- What is needed:
Pull out of the data below the stretch of lines bounded by the one containing "I am building a map index. Give" and the one containing "Map reading. Serialize what can be read in the", both bounds included, unchanged.

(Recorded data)
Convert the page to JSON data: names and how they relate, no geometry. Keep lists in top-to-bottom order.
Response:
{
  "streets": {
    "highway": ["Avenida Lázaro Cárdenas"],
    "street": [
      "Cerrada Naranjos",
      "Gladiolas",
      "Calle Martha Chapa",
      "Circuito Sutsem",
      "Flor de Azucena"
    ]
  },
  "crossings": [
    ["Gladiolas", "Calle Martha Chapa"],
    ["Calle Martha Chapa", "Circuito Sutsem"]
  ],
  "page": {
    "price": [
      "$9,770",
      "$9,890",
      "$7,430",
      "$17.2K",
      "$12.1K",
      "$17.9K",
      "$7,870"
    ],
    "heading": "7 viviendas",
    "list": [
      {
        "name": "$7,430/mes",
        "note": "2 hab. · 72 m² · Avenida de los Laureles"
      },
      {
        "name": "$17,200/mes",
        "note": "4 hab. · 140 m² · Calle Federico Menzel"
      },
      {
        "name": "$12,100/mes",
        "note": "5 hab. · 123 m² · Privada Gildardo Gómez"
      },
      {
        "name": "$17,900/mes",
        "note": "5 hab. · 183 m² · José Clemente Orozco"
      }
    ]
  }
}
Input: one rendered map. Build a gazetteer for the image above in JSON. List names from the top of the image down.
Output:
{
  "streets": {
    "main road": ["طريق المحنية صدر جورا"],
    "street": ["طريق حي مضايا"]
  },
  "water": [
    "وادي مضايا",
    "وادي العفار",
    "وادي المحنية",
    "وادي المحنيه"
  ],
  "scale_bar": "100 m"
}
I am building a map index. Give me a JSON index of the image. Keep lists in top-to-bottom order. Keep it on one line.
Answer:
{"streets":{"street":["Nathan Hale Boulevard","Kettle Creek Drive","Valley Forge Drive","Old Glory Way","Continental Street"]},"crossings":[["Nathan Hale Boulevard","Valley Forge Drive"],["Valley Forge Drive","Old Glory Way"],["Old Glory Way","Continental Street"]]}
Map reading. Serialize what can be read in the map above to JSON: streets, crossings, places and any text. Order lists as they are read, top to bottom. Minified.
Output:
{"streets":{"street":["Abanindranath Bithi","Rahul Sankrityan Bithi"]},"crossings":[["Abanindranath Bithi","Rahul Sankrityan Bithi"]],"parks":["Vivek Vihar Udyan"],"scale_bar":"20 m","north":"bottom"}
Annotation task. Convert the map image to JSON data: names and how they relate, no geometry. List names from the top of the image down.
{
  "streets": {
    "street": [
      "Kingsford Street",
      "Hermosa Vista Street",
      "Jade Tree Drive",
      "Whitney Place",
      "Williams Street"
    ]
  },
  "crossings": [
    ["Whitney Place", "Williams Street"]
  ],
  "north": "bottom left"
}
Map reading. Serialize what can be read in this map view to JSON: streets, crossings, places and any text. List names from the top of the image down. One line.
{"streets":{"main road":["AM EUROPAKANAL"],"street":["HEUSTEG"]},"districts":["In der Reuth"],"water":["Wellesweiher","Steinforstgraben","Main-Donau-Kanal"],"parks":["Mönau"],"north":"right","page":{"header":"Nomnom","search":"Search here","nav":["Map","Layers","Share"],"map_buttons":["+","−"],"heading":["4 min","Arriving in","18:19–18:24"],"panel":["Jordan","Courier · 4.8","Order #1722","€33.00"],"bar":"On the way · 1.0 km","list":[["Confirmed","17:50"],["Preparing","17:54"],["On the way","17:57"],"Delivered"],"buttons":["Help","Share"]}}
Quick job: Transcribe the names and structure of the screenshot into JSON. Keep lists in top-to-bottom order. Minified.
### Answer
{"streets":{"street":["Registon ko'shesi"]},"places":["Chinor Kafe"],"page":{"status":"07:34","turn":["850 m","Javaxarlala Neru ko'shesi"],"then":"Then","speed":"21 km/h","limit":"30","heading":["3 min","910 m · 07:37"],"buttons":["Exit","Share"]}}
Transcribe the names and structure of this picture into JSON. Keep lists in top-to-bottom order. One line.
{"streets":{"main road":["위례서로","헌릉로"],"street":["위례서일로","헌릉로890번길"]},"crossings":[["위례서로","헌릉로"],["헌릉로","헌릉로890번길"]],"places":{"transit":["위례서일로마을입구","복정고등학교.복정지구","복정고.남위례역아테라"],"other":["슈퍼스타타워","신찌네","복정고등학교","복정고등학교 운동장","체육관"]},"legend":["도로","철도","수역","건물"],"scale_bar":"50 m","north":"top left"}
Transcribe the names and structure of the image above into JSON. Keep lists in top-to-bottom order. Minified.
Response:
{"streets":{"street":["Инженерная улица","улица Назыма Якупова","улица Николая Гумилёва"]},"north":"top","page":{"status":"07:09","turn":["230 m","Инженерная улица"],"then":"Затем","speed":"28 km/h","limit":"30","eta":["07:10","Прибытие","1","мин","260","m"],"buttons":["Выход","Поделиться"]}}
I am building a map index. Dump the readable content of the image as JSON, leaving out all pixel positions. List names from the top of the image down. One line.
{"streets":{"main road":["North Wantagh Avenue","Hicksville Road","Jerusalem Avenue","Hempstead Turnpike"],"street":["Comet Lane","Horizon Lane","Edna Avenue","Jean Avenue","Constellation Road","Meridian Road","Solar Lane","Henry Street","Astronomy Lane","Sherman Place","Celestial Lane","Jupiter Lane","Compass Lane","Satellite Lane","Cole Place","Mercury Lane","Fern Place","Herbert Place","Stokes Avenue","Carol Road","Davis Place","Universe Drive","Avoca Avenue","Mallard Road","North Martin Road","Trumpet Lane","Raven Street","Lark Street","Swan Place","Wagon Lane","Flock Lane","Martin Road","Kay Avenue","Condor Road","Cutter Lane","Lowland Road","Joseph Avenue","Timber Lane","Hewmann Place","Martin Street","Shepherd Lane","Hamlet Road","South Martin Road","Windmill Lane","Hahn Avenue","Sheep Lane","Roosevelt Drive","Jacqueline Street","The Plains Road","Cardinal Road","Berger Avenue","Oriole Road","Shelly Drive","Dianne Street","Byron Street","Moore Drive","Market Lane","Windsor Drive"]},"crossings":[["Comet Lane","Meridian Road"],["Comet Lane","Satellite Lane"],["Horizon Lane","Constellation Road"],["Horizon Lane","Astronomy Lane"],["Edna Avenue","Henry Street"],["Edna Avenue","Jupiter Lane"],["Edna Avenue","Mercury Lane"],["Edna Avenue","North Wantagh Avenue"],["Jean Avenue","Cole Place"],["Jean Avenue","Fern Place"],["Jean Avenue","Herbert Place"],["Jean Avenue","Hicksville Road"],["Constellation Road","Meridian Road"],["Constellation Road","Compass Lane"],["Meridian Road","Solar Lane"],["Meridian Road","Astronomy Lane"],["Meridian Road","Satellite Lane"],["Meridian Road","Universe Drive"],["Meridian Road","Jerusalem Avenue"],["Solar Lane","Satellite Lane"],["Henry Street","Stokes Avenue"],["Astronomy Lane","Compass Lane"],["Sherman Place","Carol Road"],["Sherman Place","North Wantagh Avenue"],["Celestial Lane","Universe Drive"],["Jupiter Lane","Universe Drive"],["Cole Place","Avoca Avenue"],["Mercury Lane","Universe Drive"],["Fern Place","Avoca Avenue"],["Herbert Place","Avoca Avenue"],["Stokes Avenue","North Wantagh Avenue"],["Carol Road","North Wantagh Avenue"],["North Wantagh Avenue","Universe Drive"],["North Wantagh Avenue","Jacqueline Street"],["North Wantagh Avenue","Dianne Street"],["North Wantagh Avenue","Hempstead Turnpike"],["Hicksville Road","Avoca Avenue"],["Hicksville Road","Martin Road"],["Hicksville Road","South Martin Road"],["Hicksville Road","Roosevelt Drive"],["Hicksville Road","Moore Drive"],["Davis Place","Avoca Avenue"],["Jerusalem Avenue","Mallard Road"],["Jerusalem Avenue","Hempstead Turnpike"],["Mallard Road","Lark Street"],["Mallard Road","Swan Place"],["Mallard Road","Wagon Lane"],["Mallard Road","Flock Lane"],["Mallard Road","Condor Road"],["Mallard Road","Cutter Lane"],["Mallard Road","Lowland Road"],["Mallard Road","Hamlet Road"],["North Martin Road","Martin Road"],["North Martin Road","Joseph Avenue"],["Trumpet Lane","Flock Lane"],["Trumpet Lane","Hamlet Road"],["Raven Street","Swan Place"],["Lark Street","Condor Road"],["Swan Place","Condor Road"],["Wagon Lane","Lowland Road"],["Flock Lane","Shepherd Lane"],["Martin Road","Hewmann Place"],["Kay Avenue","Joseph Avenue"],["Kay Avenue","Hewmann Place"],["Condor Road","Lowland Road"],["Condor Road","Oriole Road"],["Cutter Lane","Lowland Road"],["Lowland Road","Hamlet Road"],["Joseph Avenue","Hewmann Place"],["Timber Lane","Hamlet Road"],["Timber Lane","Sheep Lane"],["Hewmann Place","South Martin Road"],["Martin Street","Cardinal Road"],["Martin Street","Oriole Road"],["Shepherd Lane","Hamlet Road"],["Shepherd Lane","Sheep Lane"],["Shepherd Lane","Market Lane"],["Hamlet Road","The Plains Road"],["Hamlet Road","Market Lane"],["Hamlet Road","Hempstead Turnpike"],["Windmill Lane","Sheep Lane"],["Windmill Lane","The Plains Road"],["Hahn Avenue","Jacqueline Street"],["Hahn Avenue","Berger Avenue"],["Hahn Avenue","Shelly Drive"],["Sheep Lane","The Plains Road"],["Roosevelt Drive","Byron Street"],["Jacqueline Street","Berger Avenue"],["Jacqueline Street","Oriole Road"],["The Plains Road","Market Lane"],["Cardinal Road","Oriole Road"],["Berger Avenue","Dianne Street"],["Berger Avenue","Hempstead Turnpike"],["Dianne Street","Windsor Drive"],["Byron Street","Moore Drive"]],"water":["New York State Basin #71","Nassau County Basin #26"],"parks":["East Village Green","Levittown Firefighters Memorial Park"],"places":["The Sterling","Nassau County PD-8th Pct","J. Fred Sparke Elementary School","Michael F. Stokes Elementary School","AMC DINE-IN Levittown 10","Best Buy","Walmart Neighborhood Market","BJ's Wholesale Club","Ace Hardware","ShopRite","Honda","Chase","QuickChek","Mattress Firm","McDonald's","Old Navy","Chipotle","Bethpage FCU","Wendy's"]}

- Answer for the task:
I am building a map index. Give me a JSON index of the image. Keep lists in top-to-bottom order. Keep it on one line.
Answer:
{"streets":{"street":["Nathan Hale Boulevard","Kettle Creek Drive","Valley Forge Drive","Old Glory Way","Continental Street"]},"crossings":[["Nathan Hale Boulevard","Valley Forge Drive"],["Valley Forge Drive","Old Glory Way"],["Old Glory Way","Continental Street"]]}
Map reading. Serialize what can be read in the map above to JSON: streets, crossings, places and any text. Order lists as they are read, top to bottom. Minified.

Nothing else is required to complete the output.